Task description
Retype the listing in full. Change nothing.

= Beginning of Section =

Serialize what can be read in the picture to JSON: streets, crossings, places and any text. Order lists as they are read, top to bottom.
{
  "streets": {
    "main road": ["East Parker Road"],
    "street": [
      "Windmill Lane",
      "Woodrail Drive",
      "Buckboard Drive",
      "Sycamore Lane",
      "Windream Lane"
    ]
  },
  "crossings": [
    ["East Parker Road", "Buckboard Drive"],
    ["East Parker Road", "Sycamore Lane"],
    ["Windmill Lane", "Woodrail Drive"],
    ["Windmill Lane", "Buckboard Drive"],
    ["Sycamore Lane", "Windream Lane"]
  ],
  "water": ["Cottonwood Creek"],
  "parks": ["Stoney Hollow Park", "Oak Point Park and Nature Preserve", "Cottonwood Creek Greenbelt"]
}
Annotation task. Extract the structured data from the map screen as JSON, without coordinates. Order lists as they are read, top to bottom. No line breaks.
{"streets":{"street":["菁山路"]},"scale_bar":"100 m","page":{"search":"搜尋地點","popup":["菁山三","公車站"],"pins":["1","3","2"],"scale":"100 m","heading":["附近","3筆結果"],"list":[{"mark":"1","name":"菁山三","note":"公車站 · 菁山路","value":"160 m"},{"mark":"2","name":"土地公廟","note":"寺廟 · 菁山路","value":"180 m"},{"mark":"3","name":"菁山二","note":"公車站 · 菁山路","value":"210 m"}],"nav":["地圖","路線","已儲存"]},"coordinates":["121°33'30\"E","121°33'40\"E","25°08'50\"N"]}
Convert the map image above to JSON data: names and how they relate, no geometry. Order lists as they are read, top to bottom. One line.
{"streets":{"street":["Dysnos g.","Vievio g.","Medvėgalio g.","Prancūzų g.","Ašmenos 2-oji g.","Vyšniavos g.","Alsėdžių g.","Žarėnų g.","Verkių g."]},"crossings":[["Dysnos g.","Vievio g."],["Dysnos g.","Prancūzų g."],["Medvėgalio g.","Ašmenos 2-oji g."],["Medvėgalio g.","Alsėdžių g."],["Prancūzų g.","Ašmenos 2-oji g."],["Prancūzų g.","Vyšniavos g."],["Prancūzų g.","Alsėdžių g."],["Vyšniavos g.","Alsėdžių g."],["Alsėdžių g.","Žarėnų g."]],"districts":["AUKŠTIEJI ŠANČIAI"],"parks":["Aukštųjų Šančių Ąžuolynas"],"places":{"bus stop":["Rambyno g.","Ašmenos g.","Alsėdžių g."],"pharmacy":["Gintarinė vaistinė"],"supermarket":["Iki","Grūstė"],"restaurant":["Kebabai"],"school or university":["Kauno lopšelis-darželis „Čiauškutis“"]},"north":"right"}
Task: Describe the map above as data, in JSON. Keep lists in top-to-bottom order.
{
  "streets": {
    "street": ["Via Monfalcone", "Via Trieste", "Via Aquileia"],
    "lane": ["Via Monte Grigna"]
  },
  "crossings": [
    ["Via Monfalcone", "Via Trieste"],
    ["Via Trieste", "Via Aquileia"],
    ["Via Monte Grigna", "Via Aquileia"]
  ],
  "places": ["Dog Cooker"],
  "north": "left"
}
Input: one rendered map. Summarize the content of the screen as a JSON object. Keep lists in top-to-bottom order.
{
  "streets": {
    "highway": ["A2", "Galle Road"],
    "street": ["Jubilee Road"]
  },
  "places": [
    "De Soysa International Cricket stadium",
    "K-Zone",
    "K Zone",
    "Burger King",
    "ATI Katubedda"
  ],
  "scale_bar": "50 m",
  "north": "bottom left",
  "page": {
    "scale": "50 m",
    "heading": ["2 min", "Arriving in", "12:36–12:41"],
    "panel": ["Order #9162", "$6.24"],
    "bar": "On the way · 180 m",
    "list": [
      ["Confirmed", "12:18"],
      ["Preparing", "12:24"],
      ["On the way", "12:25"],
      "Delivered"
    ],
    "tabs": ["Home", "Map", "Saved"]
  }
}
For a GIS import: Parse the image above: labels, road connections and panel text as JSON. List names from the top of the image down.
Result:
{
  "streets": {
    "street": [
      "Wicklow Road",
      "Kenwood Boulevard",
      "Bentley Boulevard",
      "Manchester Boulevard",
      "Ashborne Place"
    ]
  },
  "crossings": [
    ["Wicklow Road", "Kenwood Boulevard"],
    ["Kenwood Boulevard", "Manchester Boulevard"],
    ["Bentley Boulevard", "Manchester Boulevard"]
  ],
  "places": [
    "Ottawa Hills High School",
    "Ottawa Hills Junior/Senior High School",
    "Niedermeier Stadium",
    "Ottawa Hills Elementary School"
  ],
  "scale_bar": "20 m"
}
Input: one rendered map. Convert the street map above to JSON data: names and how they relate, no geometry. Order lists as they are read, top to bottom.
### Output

= End of Section =

Answer to the exercise
Serialize what can be read in the picture to JSON: streets, crossings, places and any text. Order lists as they are read, top to bottom.
{
  "streets": {
    "main road": ["East Parker Road"],
    "street": [
      "Windmill Lane",
      "Woodrail Drive",
      "Buckboard Drive",
      "Sycamore Lane",
      "Windream Lane"
    ]
  },
  "crossings": [
    ["East Parker Road", "Buckboard Drive"],
    ["East Parker Road", "Sycamore Lane"],
    ["Windmill Lane", "Woodrail Drive"],
    ["Windmill Lane", "Buckboard Drive"],
    ["Sycamore Lane", "Windream Lane"]
  ],
  "water": ["Cottonwood Creek"],
  "parks": ["Stoney Hollow Park", "Oak Point Park and Nature Preserve", "Cottonwood Creek Greenbelt"]
}
Annotation task. Extract the structured data from the map screen as JSON, without coordinates. Order lists as they are read, top to bottom. No line breaks.
{"streets":{"street":["菁山路"]},"scale_bar":"100 m","page":{"search":"搜尋地點","popup":["菁山三","公車站"],"pins":["1","3","2"],"scale":"100 m","heading":["附近","3筆結果"],"list":[{"mark":"1","name":"菁山三","note":"公車站 · 菁山路","value":"160 m"},{"mark":"2","name":"土地公廟","note":"寺廟 · 菁山路","value":"180 m"},{"mark":"3","name":"菁山二","note":"公車站 · 菁山路","value":"210 m"}],"nav":["地圖","路線","已儲存"]},"coordinates":["121°33'30\"E","121°33'40\"E","25°08'50\"N"]}
Convert the map image above to JSON data: names and how they relate, no geometry. Order lists as they are read, top to bottom. One line.
{"streets":{"street":["Dysnos g.","Vievio g.","Medvėgalio g.","Prancūzų g.","Ašmenos 2-oji g.","Vyšniavos g.","Alsėdžių g.","Žarėnų g.","Verkių g."]},"crossings":[["Dysnos g.","Vievio g."],["Dysnos g.","Prancūzų g."],["Medvėgalio g.","Ašmenos 2-oji g."],["Medvėgalio g.","Alsėdžių g."],["Prancūzų g.","Ašmenos 2-oji g."],["Prancūzų g.","Vyšniavos g."],["Prancūzų g.","Alsėdžių g."],["Vyšniavos g.","Alsėdžių g."],["Alsėdžių g.","Žarėnų g."]],"districts":["AUKŠTIEJI ŠANČIAI"],"parks":["Aukštųjų Šančių Ąžuolynas"],"places":{"bus stop":["Rambyno g.","Ašmenos g.","Alsėdžių g."],"pharmacy":["Gintarinė vaistinė"],"supermarket":["Iki","Grūstė"],"restaurant":["Kebabai"],"school or university":["Kauno lopšelis-darželis „Čiauškutis“"]},"north":"right"}
Task: Describe the map above as data, in JSON. Keep lists in top-to-bottom order.
{
  "streets": {
    "street": ["Via Monfalcone", "Via Trieste", "Via Aquileia"],
    "lane": ["Via Monte Grigna"]
  },
  "crossings": [
    ["Via Monfalcone", "Via Trieste"],
    ["Via Trieste", "Via Aquileia"],
    ["Via Monte Grigna", "Via Aquileia"]
  ],
  "places": ["Dog Cooker"],
  "north": "left"
}
Input: one rendered map. Summarize the content of the screen as a JSON object. Keep lists in top-to-bottom order.
{
  "streets": {
    "highway": ["A2", "Galle Road"],
    "street": ["Jubilee Road"]
  },
  "places": [
    "De Soysa International Cricket stadium",
    "K-Zone",
    "K Zone",
    "Burger King",
    "ATI Katubedda"
  ],
  "scale_bar": "50 m",
  "north": "bottom left",
  "page": {
    "scale": "50 m",
    "heading": ["2 min", "Arriving in", "12:36–12:41"],
    "panel": ["Order #9162", "$6.24"],
    "bar": "On the way · 180 m",
    "list": [
      ["Confirmed", "12:18"],
      ["Preparing", "12:24"],
      ["On the way", "12:25"],
      "Delivered"
    ],
    "tabs": ["Home", "Map", "Saved"]
  }
}
For a GIS import: Parse the image above: labels, road connections and panel text as JSON. List names from the top of the image down.
Result:
{
  "streets": {
    "street": [
      "Wicklow Road",
      "Kenwood Boulevard",
      "Bentley Boulevard",
      "Manchester Boulevard",
      "Ashborne Place"
    ]
  },
  "crossings": [
    ["Wicklow Road", "Kenwood Boulevard"],
    ["Kenwood Boulevard", "Manchester Boulevard"],
    ["Bentley Boulevard", "Manchester Boulevard"]
  ],
  "places": [
    "Ottawa Hills High School",
    "Ottawa Hills Junior/Senior High School",
    "Niedermeier Stadium",
    "Ottawa Hills Elementary School"
  ],
  "scale_bar": "20 m"
}
Input: one rendered map. Convert the street map above to JSON data: names and how they relate, no geometry. Order lists as they are read, top to bottom.
### Output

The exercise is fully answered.